- Activity -
Copy each record exactly and skip its pictures.

- Extracted records -
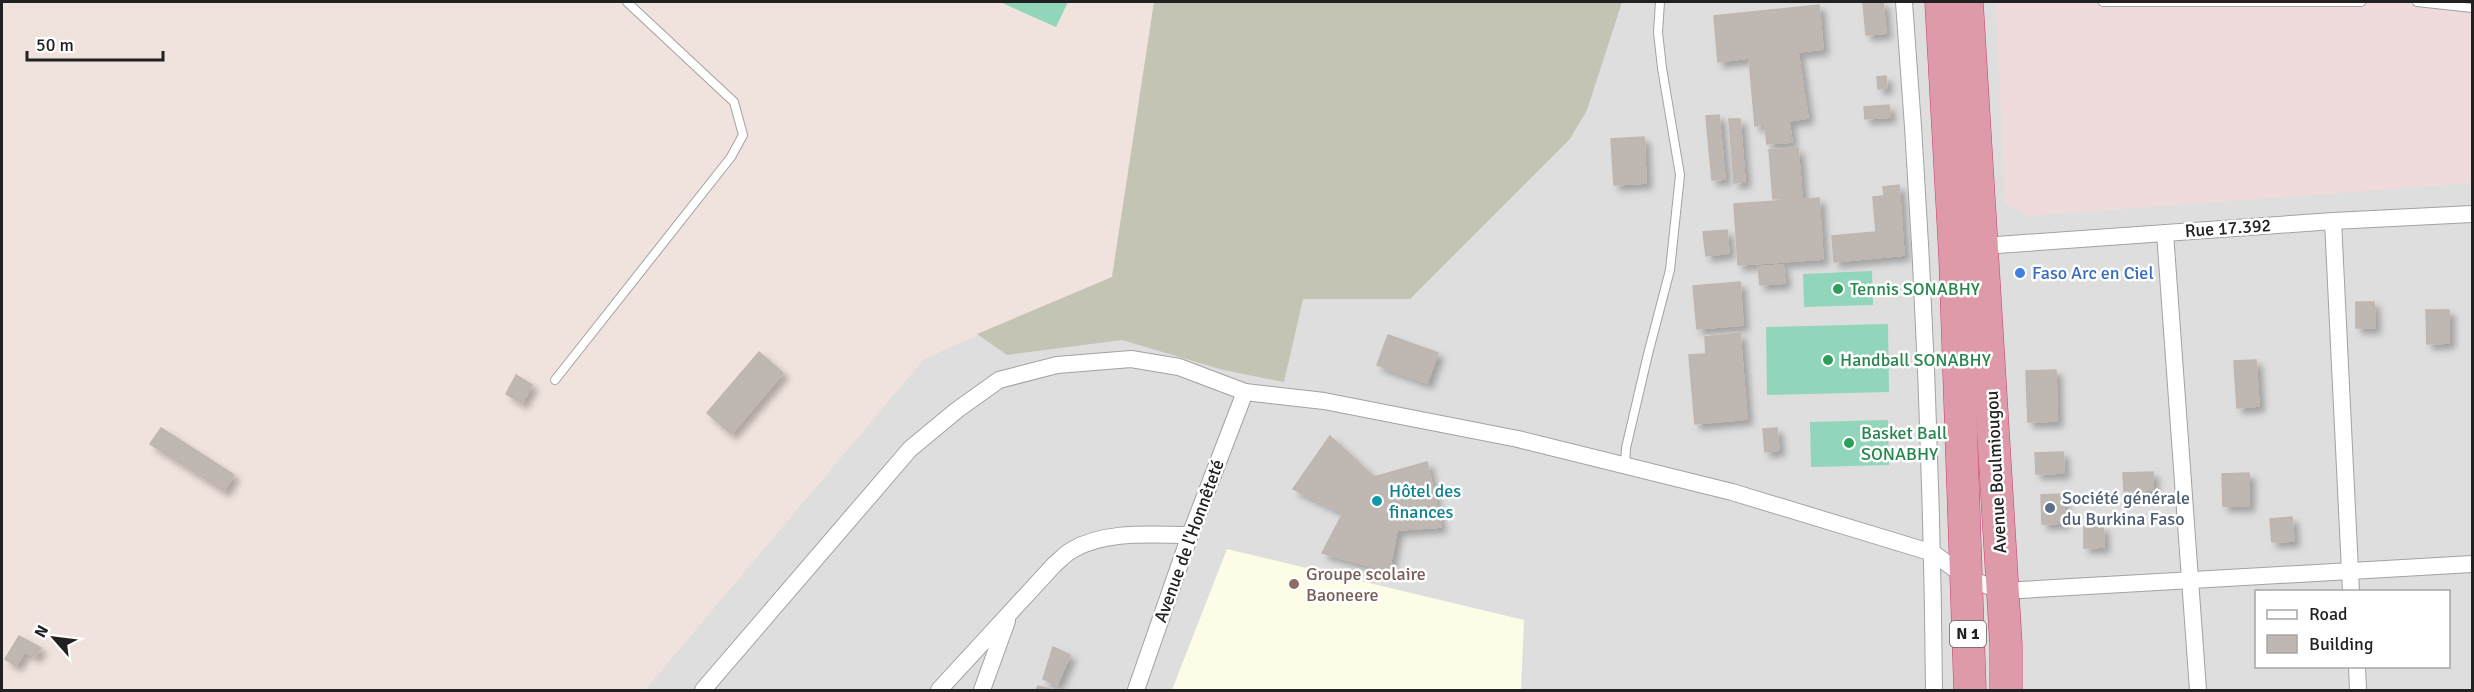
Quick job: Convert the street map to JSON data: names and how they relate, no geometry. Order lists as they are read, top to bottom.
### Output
{
  "streets": {
    "highway": ["Avenue Boulmiougou", "N 1"],
    "street": ["Rue 17.392", "Avenue de l'Honnêteté"]
  },
  "crossings": [
    ["Rue 17.392", "Avenue Boulmiougou"]
  ],
  "places": [
    "Faso Arc en Ciel",
    "Tennis SONABHY",
    "Handball SONABHY",
    "Basket Ball SONABHY",
    "Hôtel des finances",
    "Société générale du Burkina Faso",
    "Groupe scolaire Baoneere"
  ],
  "legend": ["Road", "Building"],
  "scale_bar": "50 m",
  "north": "top left"
}
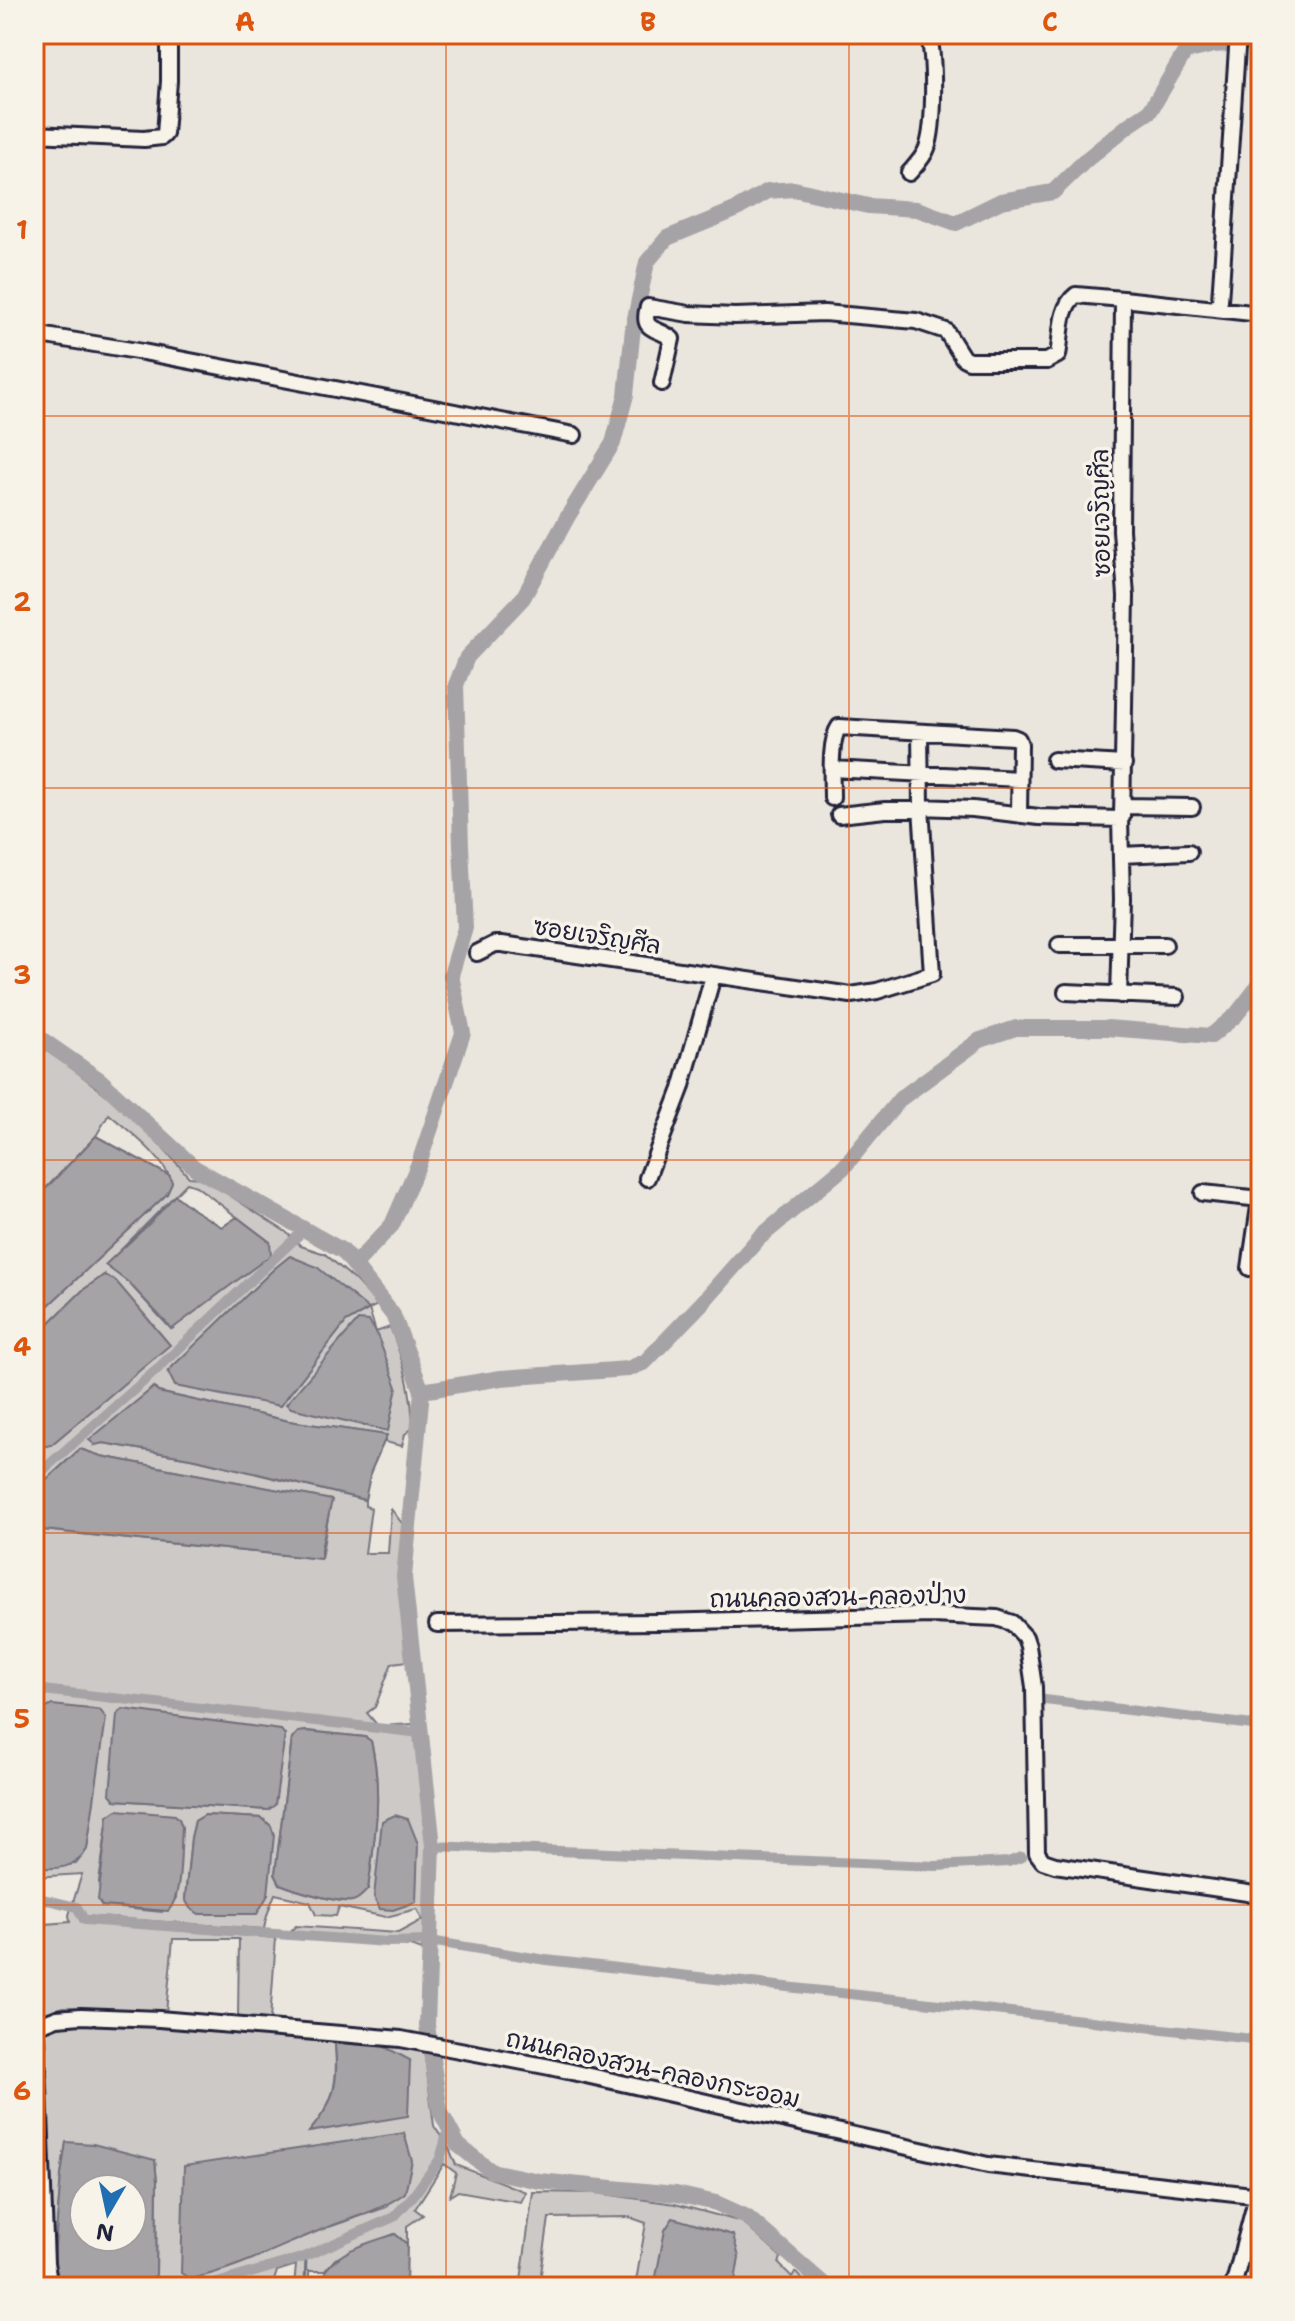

- Solution below -
Quick job: Convert the street map to JSON data: names and how they relate, no geometry. Order lists as they are read, top to bottom.
### Output
{
  "streets": {
    "highway": ["Avenue Boulmiougou", "N 1"],
    "street": ["Rue 17.392", "Avenue de l'Honnêteté"]
  },
  "crossings": [
    ["Rue 17.392", "Avenue Boulmiougou"]
  ],
  "places": [
    "Faso Arc en Ciel",
    "Tennis SONABHY",
    "Handball SONABHY",
    "Basket Ball SONABHY",
    "Hôtel des finances",
    "Société générale du Burkina Faso",
    "Groupe scolaire Baoneere"
  ],
  "legend": ["Road", "Building"],
  "scale_bar": "50 m",
  "north": "top left"
}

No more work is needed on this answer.